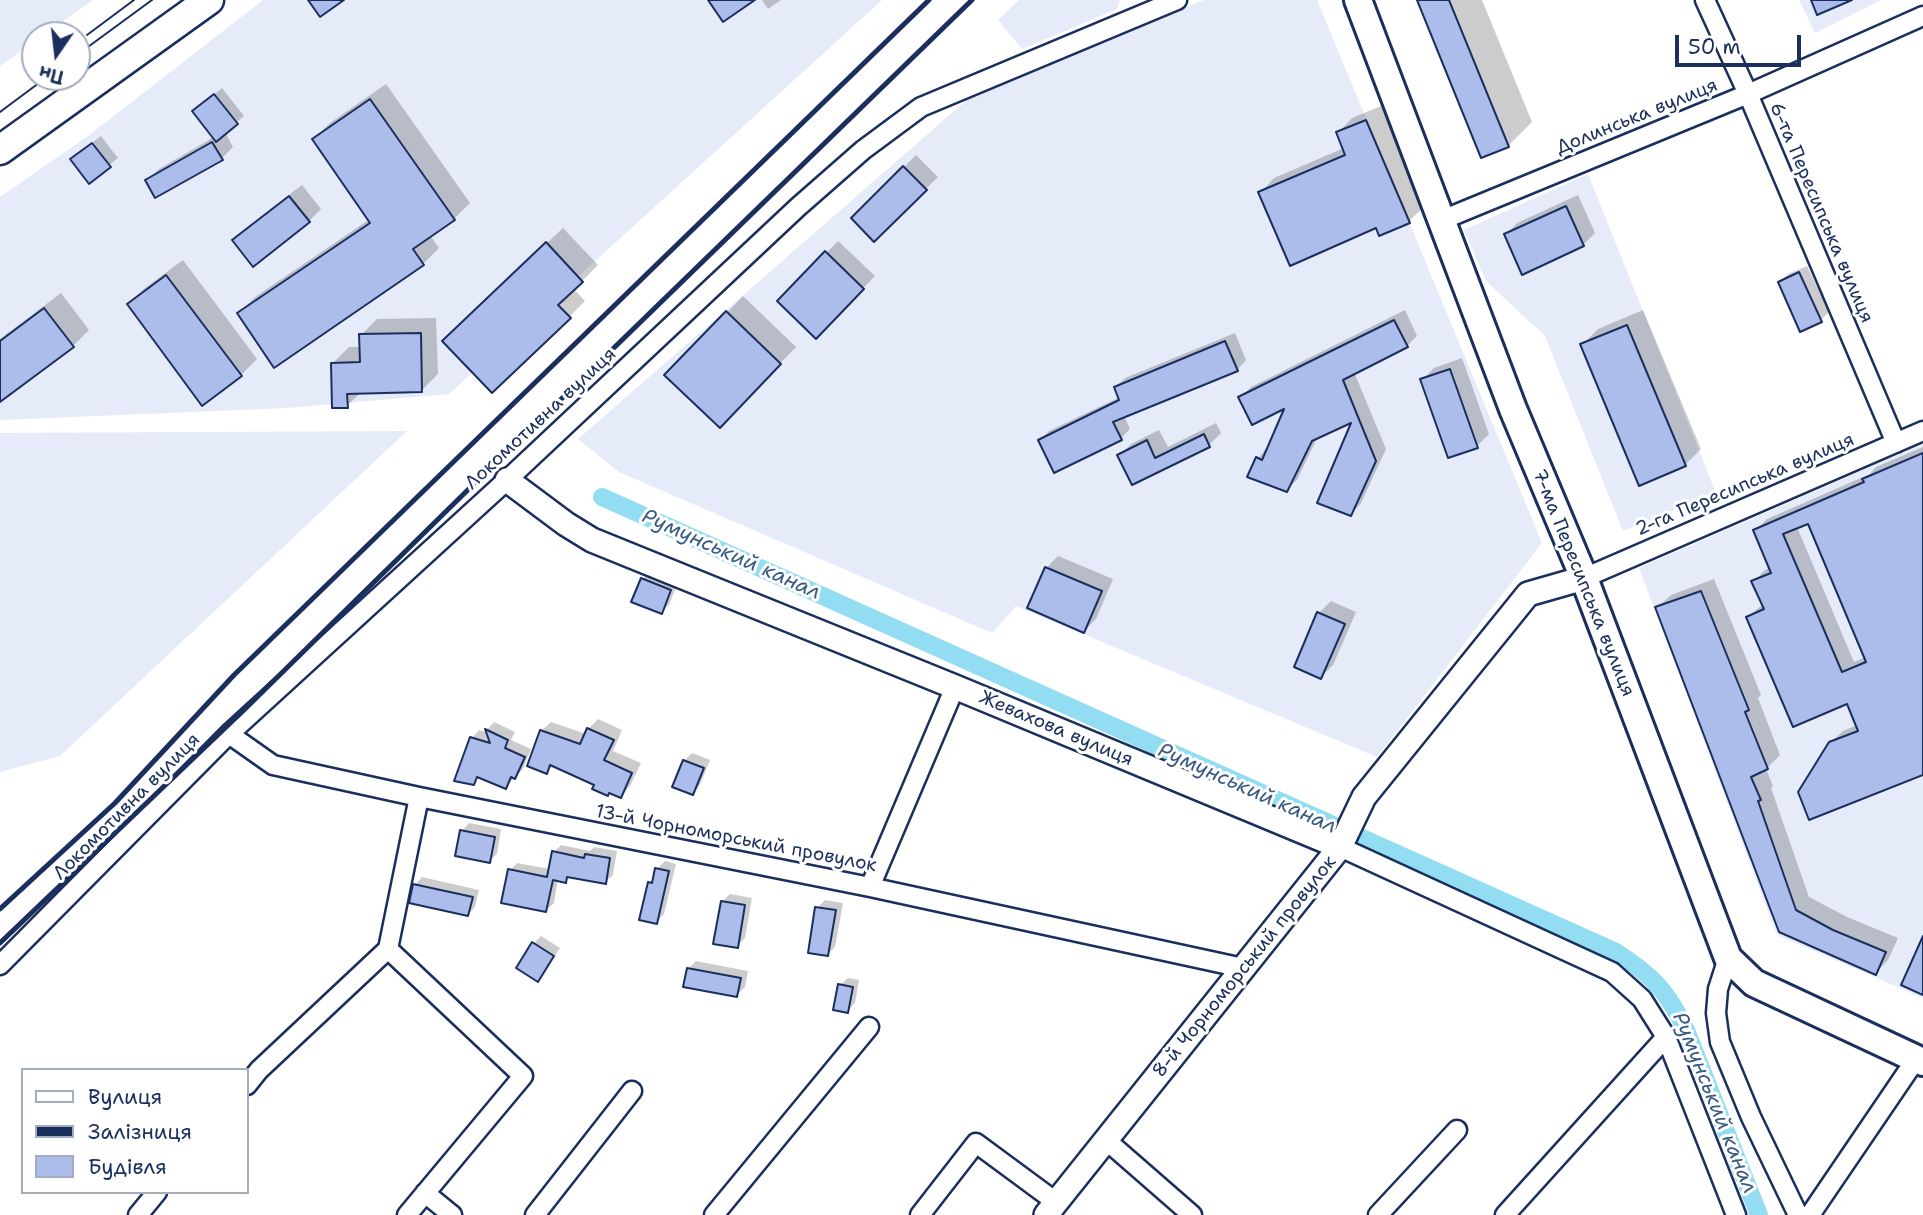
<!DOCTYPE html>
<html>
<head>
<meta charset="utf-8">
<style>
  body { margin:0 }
  #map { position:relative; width:1923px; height:1215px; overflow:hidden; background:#fff; font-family:"Shantell Sans",sans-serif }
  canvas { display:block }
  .legend { position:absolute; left:21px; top:1068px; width:228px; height:126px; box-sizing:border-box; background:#fff; border:2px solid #a4acbf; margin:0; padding:9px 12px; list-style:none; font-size:21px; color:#1b2f5e }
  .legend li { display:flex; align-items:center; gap:14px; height:35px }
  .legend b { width:35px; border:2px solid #a4acbf }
  .north { position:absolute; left:21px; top:21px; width:70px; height:70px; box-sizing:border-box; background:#fff; border:2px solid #a4acbf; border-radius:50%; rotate:194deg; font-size:19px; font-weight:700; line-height:28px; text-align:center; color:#1b2f5e }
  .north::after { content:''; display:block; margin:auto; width:24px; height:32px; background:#1b2f5e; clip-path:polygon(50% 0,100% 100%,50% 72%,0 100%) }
  .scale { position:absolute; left:1675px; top:35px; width:126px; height:32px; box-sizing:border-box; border:4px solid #1b2f5e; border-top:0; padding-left:9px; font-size:21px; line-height:24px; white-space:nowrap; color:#1b2f5e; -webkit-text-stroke:5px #fff; paint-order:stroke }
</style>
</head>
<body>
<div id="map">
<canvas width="1923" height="1215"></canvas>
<ul class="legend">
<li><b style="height:9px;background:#fff"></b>Вулиця</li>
<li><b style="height:9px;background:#1b2f5e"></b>Залізниця</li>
<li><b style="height:19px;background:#acbceb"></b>Будівля</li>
</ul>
<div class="north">Пн</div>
<div class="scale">50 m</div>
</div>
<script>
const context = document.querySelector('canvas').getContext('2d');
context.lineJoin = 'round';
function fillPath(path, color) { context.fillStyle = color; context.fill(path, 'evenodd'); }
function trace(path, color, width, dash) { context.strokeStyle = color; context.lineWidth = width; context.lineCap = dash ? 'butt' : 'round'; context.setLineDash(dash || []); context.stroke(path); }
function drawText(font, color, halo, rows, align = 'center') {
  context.font = font + ' "Shantell Sans",sans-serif'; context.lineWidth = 6; context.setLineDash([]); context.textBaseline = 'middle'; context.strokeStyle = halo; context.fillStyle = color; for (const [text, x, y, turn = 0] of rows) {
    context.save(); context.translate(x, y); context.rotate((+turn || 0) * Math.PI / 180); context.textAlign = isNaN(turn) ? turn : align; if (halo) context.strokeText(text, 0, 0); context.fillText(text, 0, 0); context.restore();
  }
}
fillPath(new Path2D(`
  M0,0H93L43,35H35V41L0,66Z
  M263,0H882L449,394L287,408L0,420V197L88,136Z
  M1019,0H1120L1117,9L1022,49L998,20Z
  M1204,0H1317L1542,543L1377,757L1016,606L992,633L619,472L578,439L984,85Z
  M1799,0H1881L1815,33Z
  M1588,174L1716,493L1623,531L1545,336L1486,281L1464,230Z
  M407,431L60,756L0,772V433Z
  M1923,444V998L1777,935L1639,568Z`), '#e6ebf9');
fillPath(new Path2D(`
  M762,0H781L768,9Z
  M1419,0H1482L1532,122L1508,146Z
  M386,84L470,203L454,219L430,235L439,248L423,264L239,313L255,297L370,219L314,139L330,123Z
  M222,88L244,116L225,132L233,147L222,158L147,180L159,169L214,137L194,111Z
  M1381,106L1424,207L1409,221L1380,234L1377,226L1260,193L1274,178L1344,148L1338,133L1352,118Z
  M101,136L118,158L89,181L80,152Z
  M916,155L938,177L874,239L853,218Z
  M302,185L321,209L309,221L234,240L246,228Z
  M1578,195L1595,233L1583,245L1523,272L1506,235L1517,223Z
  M563,228L598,265L574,289L585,301L569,317L460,325Z
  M838,241L875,276L816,336L780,301Z
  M183,260L257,359L241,375L129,304L145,288Z
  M1807,266L1829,312L1821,320L1801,330L1780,282L1788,274Z
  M61,293L89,330L73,346L0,400V339Z
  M743,296L796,347L720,425L667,375Z
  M1405,310L1417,336L1407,346L1354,372L1386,449L1361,503L1351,514L1354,419L1318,436L1297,480L1286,490L1249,476L1258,458L1268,447L1287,406L1241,397L1251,387Z
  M1643,310L1701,449L1685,465L1582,345L1598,329Z
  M436,318L438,374L422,390L361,392L347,406L332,364L349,347H361V335L377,319Z
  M1235,333L1246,360L1237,370L1124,416L1130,429L1121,438L1040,440L1049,431L1120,397L1116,387L1125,378Z
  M1462,358L1489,434L1477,446L1422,380L1434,368Z
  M1216,423L1221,433L1209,445L1132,483L1119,456L1131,444L1159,430L1168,447Z
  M1923,447V773L1830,743L1843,731L1857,725L1848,702L1748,617L1763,604L1754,581L1765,570L1771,567L1755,531L1767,519L1870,474L1876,467ZM1809,521L1866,657L1854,662L1797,527Z
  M1058,556L1113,579L1096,619L1084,631L1046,568Z
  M650,571L678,582L669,605L661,612L634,601L643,579Z
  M1714,579L1761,695L1758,698L1780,755L1766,769L1773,786L1771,788L1809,897L1847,917L1898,938L1888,960L1875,973L1780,931L1657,608L1671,595Z
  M1331,601L1356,612L1333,665L1321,677L1319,613Z
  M598,719L622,730L613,751L641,763L630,786L621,796L554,765L547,772L541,731L551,722L586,734L588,729Z
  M494,722L515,732L511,740L531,749L523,769L505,787L480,776L473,783L472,738L479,730L488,733L487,730Z
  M692,753L710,760L700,785L693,793L684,761Z
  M469,823L501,829L497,854L489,861L462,831Z
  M561,845L590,851L594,847L617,851L613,875L605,882L570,876L566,881L558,879L554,903L546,910L510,870L517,863L550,869L554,852Z
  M665,861L676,864L664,914L656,922L649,883L655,877L657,869Z
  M422,877L479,890L475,907L468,915L415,885Z
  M730,894L752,898L745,938L737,946L722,902Z
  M825,900L843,903L835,947L827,955L817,908Z
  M541,936L560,948L545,972L538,980L534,943Z
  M696,961L748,971L745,987L737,995L688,969Z
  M848,978L859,980L855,1003L847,1011L840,985Z`), '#0003');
trace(new Path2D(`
  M602,497L1616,952C1652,975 1668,992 1686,1030L1759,1215`), '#92ddf2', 18);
const building = new Path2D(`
  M308,0H344L320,17Z
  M708,0H755L723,22Z
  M1417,0H1449L1509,147L1481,158Z
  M1811,0H1852L1817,15Z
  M214,94L238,124L216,142L192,111Z
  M370,99L455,220L413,249L424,265L274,368L237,313L370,223L312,139Z
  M1366,120L1410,223L1379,236L1376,228L1290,266L1258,192L1345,155L1336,132Z
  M212,142L223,160L155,198L145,180Z
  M92,143L111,167L89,184L70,159Z
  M903,166L927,190L874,242L851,218Z
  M289,196L310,222L253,267L232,240Z
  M1566,206L1584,246L1522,275L1504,234Z
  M546,242L583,282L558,305L571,318L492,393L442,341Z
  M825,251L864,289L816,339L777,301Z
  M1799,272L1822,322L1800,332L1778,282Z
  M166,275L242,376L202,406L127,304Z
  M44,308L74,347L0,402V341Z
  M726,311L781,364L720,428L664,375Z
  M1394,320L1408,347L1343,380L1376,461L1351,516L1317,503L1351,423L1312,441L1287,492L1247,477L1256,457L1262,460L1284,409L1252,425L1238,397Z
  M1627,325L1686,466L1639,486L1580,344Z
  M421,333L422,392L347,394L348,408H332L331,363L360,362L359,334Z
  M1225,341L1238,371L1113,422L1122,440L1054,473L1038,440L1119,400L1114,387Z
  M1450,369L1478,448L1448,458L1420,379Z
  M1204,434L1210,447L1132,485L1117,455L1147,440L1155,458Z
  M1923,453V775L1809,820L1798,792L1829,742L1858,731L1847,704L1793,727L1746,617L1764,609L1751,581L1771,573L1753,530L1864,482L1862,479ZM1808,524L1866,662L1842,672L1783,534Z
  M1045,567L1102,591L1084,633L1027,608Z
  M641,578L671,590L662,614L631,602Z
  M1701,591L1749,710L1745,712L1768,769L1751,777L1761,800L1758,801L1796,910L1833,930L1886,952L1876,975L1779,932L1655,607Z
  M1317,612L1345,624L1321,679L1294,667Z
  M587,728L614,740L604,760L632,773L621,798L609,793L608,796L592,789L594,785L550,765L547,774L527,766L540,730L580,744Z
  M485,729L508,740L505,748L525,757L515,779L511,777L506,789L477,777L474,785L454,781L470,737L490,743Z
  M683,760L704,768L693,795L672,787Z
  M460,830L495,837L490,863L455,856Z
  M552,851L584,858L585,854L610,858L606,884L567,877L566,883L553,880L546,912L501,903L508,869L547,877Z
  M655,868L669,871L657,924L639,920L648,882L652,883Z
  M413,884L473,897L468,916L409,903Z
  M721,901L745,905L738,948L713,944Z
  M815,907L836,910L828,956L808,953Z
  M1923,936V995L1901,985Z
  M532,942L554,956L538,982L516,968Z
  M687,968L741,978L737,997L683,987Z
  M838,984L853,987L848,1013L833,1010Z`);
fillPath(building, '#acbceb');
trace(building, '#1b2f5e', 2);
const minor = new Path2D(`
  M1705,0L1748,94L1896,443
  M1442,220L1748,94L1923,16
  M1584,578L1923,431
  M229,734L273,765L419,797L870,887L1243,968
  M1340,847L1612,972L1642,999L1666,1037L1736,1215
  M870,887L955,687
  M388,949L523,1076L407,1215
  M1728,958L1718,989L1716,1013L1720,1042L1751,1117L1798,1215
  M0,965L229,734L507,480L798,207L863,150L921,107L1177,0
  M247,1085L259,1070L388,949L419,797
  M1106,1140L1192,1215
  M425,1193L452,1215
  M138,1215L157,1192
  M535,1215L632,1091
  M714,1215L869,1027
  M920,1215L976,1143L1056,1202
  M1378,1215L1457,1130
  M1505,1215L1666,1037
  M1810,1215L1916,1059`);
const tertiary = new Path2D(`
  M507,480L566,524L592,540L955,687L1340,847
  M1046,1215L1340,847L1364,797L1528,594L1584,578`);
const secondary = new Path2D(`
  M1358,0L1513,409L1584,578L1728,958L1754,983L1923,1062`);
const primary = new Path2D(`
  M0,150L209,0`);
trace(minor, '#1b2f5e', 23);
trace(tertiary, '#1b2f5e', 28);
trace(secondary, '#1b2f5e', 32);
trace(primary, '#1b2f5e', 33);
trace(minor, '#fff', 18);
trace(tertiary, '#fff', 23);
trace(secondary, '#fff', 26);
trace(primary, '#fff', 28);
trace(new Path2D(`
  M87,35L134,0
  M77,55L152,0
  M0,112L47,77`), '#1b2f5e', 2);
trace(new Path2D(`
  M0,909L115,803L234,675L929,0
  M0,943L245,709L481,477L972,0`), '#1b2f5e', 5);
drawText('19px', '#1b2f5e', '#fff', [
  ["Долинська вулиця",1637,117,-22],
  ["6-та Пересипська вулиця",1821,213,67],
  ["Локомотивна вулиця",541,419,-43],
  ["2-га Пересипська вулиця",1745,485,-23],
  ["7-ма Пересипська вулиця",1583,583,68],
  ["Жевахова вулиця",1056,729,23],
  ["Локомотивна вулиця",127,807,-45],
  ["13-й Чорноморський провулок",736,839,11],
  ["8-й Чорноморський провулок",1245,967,-51]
]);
drawText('italic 21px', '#395a83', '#fff', [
  ["Румунський канал",731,555,24],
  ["Румунський канал",1247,789,24],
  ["Румунський канал",1714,1103,68]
]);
</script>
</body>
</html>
* * *
# Work item
Set down word for word the lines from the first entry through the line with "position:absolute; left:21px; top:21px;", both included, omitting pictures.

# Reply to the exercise
<!DOCTYPE html>
<html>
<head>
<meta charset="utf-8">
<style>
  body { margin:0 }
  #map { position:relative; width:1923px; height:1215px; overflow:hidden; background:#fff; font-family:"Shantell Sans",sans-serif }
  canvas { display:block }
  .legend { position:absolute; left:21px; top:1068px; width:228px; height:126px; box-sizing:border-box; background:#fff; border:2px solid #a4acbf; margin:0; padding:9px 12px; list-style:none; font-size:21px; color:#1b2f5e }
  .legend li { display:flex; align-items:center; gap:14px; height:35px }
  .legend b { width:35px; border:2px solid #a4acbf }
  .north { position:absolute; left:21px; top:21px; width:70px; height:70px; box-sizing:border-box; background:#fff; border:2px solid #a4acbf; border-radius:50%; rotate:194deg; font-size:19px; font-weight:700; line-height:28px; text-align:center; color:#1b2f5e }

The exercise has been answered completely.